■ **About this exercise**: Run through the records and show each line that includes the string "Dordrecht".

-- Opening Marker --

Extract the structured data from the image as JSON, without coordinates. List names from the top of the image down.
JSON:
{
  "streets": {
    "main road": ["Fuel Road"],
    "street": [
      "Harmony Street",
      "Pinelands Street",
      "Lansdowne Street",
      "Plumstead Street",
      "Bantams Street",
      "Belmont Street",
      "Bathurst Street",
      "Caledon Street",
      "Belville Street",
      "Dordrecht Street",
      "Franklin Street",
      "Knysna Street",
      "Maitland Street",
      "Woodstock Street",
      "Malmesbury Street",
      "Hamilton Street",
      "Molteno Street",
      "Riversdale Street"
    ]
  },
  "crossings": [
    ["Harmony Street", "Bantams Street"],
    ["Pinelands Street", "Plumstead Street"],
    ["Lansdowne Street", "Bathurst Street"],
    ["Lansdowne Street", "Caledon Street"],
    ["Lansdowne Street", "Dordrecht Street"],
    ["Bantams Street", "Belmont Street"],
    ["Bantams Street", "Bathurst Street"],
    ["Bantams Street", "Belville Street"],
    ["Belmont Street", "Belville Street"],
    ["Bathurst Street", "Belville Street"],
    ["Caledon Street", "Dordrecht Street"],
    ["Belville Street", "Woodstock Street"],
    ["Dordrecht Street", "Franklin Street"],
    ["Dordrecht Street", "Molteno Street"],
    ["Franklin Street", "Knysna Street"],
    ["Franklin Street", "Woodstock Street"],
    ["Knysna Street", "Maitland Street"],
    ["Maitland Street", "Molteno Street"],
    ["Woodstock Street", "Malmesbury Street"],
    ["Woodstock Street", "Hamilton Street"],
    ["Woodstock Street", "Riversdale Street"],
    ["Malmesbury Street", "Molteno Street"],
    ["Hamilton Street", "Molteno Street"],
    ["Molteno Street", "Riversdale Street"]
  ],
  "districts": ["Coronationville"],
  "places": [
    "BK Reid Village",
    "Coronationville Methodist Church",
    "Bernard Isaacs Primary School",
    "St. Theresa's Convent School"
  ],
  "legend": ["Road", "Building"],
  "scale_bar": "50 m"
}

-- Closing Marker --

■ **Result for this task**:
      "Dordrecht Street",
    ["Lansdowne Street", "Dordrecht Street"],
    ["Caledon Street", "Dordrecht Street"],
    ["Dordrecht Street", "Franklin Street"],
    ["Dordrecht Street", "Molteno Street"],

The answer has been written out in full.